Work request: Report every line of the records that includes the word "direction".

Extracted records:
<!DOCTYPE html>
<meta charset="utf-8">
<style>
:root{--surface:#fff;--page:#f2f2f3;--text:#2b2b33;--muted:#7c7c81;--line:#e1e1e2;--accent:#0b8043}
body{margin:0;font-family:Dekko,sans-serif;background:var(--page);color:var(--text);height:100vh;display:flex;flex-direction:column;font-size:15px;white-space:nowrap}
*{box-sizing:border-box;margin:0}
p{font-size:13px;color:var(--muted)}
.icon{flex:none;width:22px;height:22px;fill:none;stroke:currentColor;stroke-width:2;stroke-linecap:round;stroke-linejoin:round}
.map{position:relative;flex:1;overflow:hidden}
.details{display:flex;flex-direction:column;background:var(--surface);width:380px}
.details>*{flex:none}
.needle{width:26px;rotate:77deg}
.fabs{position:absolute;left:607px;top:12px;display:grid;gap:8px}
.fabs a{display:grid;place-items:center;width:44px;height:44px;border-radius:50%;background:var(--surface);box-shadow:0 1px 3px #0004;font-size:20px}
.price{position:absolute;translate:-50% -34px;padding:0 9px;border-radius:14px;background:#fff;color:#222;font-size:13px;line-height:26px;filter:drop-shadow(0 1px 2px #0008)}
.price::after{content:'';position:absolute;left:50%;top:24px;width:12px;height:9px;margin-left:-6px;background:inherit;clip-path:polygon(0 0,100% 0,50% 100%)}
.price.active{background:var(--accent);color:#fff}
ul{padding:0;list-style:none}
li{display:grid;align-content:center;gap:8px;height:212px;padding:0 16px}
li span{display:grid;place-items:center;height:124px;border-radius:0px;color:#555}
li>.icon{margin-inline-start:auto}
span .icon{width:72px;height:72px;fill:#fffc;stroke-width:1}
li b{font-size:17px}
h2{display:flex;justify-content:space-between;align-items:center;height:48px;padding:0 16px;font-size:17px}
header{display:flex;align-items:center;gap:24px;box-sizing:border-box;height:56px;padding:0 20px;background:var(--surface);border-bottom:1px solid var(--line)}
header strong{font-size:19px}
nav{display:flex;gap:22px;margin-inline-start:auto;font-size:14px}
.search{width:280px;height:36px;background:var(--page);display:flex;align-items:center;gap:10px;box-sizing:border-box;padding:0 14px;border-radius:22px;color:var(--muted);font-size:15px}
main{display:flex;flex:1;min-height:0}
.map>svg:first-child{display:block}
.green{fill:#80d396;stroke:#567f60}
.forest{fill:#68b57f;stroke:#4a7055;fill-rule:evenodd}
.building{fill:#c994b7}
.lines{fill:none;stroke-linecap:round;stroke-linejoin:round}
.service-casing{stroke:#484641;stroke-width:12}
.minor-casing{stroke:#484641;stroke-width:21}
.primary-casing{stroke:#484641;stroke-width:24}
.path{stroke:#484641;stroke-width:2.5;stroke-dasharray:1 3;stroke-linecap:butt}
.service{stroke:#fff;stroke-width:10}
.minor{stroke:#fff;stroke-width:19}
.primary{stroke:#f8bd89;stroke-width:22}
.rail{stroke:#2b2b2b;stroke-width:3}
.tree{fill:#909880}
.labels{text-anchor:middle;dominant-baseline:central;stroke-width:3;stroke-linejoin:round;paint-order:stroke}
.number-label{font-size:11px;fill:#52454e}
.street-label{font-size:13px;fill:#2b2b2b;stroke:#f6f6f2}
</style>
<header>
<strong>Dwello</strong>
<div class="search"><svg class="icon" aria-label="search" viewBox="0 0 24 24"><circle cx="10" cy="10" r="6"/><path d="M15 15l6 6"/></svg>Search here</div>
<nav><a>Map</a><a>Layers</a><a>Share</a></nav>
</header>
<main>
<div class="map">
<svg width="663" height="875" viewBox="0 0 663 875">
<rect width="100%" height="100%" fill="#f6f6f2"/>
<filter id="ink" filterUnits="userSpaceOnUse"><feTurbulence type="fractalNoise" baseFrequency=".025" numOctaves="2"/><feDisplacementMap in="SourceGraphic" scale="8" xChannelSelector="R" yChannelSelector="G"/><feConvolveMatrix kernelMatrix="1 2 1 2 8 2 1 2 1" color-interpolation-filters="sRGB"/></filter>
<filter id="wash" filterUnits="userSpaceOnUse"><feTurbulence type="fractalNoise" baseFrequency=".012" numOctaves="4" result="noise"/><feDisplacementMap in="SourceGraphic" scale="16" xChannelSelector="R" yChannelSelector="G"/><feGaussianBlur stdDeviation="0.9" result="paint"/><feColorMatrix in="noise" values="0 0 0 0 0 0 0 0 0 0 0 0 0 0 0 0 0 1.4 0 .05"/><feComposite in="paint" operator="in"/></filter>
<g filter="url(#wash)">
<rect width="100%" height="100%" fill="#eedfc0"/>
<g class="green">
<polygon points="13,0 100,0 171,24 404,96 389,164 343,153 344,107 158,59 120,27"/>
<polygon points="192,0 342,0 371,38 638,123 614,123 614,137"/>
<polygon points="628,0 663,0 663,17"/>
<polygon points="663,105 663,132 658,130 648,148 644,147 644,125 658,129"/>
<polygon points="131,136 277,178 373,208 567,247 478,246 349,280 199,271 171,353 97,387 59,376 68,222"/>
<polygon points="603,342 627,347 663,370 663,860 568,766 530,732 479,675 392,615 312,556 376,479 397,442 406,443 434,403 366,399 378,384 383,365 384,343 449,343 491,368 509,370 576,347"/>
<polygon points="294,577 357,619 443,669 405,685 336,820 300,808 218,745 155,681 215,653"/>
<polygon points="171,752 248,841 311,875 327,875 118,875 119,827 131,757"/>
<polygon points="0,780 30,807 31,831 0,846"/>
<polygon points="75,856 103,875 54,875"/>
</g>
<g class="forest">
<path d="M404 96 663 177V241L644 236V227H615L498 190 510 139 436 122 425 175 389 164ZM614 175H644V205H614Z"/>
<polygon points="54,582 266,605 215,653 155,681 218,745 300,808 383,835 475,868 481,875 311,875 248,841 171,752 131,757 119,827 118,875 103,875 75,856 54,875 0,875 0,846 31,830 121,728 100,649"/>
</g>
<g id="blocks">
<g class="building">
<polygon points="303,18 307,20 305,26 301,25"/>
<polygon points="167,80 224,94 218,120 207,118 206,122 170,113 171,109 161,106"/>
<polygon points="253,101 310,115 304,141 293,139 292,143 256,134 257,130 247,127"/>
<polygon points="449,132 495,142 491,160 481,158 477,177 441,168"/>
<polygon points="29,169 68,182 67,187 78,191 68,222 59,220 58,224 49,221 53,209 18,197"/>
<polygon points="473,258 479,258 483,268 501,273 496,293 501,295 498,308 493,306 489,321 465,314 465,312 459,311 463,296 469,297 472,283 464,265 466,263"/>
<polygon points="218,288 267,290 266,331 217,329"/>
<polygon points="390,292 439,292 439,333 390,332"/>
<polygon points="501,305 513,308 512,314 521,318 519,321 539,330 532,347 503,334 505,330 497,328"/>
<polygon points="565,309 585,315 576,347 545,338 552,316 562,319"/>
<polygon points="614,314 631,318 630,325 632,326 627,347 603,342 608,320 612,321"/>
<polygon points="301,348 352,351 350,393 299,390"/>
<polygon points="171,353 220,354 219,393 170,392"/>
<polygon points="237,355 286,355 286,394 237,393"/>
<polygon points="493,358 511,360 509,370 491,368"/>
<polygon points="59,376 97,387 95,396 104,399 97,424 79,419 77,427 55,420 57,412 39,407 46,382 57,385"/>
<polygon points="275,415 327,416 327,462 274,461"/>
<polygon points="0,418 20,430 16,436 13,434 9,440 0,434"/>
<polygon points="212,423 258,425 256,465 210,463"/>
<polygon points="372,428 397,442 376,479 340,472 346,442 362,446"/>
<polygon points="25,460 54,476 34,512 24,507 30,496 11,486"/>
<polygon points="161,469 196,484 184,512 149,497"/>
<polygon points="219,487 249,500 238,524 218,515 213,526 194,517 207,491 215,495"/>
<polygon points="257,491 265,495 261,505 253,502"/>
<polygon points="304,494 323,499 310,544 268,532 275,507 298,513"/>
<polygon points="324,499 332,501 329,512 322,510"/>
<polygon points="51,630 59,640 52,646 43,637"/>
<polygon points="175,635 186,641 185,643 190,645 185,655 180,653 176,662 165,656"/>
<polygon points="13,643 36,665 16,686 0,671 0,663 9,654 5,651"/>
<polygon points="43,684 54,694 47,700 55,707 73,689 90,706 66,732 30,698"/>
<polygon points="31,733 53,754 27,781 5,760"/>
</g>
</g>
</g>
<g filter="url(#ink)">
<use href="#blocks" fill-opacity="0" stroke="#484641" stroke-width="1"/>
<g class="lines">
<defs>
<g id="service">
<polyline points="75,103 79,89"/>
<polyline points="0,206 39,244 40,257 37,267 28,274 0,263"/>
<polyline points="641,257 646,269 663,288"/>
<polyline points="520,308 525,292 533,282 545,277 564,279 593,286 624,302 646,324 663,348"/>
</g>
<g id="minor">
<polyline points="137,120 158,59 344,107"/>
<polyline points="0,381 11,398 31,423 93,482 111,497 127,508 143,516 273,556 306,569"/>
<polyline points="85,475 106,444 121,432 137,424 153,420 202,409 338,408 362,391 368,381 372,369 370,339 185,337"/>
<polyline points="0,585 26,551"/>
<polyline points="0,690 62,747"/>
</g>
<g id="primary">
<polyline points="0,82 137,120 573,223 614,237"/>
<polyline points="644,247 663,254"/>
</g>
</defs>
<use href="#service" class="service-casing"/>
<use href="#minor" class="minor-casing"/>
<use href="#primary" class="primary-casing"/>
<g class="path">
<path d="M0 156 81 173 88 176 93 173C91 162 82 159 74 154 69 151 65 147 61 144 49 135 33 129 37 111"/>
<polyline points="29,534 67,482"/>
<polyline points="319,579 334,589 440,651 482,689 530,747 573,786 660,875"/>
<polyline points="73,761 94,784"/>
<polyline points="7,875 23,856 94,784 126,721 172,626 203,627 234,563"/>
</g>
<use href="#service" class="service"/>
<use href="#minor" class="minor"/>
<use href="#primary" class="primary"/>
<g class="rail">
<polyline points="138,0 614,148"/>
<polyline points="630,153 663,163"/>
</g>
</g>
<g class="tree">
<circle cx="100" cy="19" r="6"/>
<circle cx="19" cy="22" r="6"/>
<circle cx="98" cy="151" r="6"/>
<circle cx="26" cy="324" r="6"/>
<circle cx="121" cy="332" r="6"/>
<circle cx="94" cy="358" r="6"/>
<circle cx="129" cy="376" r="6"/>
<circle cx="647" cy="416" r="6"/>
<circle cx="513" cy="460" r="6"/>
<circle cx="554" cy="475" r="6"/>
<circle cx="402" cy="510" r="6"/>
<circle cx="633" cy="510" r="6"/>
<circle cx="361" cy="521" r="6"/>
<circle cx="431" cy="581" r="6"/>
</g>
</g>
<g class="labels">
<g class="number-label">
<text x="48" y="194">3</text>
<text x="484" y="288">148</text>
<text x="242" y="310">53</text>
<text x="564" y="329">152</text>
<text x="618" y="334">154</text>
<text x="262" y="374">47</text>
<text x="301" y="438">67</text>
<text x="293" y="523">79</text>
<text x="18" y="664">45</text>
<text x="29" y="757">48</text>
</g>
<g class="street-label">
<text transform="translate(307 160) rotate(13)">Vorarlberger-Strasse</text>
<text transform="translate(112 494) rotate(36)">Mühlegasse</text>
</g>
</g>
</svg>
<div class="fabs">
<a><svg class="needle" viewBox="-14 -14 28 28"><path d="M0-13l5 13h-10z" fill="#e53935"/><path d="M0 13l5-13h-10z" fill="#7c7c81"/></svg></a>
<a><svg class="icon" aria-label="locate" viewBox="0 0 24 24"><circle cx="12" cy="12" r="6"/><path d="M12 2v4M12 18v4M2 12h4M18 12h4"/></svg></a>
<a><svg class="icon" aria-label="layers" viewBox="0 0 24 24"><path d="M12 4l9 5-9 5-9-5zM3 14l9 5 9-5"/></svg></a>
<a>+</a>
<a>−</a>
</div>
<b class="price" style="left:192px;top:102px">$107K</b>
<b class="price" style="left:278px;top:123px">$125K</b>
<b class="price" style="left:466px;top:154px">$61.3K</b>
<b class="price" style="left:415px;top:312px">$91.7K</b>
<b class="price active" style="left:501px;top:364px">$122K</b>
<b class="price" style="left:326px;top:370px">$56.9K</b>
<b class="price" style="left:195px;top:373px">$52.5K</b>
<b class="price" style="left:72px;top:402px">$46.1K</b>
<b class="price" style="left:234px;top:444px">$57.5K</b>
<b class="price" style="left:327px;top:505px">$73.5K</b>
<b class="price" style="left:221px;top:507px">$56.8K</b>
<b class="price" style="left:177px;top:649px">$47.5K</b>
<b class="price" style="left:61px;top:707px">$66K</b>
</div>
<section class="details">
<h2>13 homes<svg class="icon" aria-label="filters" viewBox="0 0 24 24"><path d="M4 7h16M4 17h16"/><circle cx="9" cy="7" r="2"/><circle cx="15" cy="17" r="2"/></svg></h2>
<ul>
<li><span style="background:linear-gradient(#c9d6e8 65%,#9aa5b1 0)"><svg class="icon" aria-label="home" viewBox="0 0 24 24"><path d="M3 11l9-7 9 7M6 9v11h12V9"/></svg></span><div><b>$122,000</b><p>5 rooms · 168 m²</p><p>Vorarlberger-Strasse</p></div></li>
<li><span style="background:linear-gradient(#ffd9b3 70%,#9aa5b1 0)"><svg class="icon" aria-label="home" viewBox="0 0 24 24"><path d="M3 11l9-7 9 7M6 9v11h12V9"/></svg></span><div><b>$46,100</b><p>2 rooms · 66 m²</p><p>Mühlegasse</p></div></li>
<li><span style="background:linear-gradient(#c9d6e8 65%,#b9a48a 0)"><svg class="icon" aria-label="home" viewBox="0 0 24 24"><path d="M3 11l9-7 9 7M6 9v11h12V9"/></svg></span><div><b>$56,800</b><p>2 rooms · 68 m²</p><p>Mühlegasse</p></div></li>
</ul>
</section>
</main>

Your solution:
body{margin:0;font-family:Dekko,sans-serif;background:var(--page);color:var(--text);height:100vh;display:flex;flex-direction:column;font-size:15px;white-space:nowrap}
.details{display:flex;flex-direction:column;background:var(--surface);width:380px}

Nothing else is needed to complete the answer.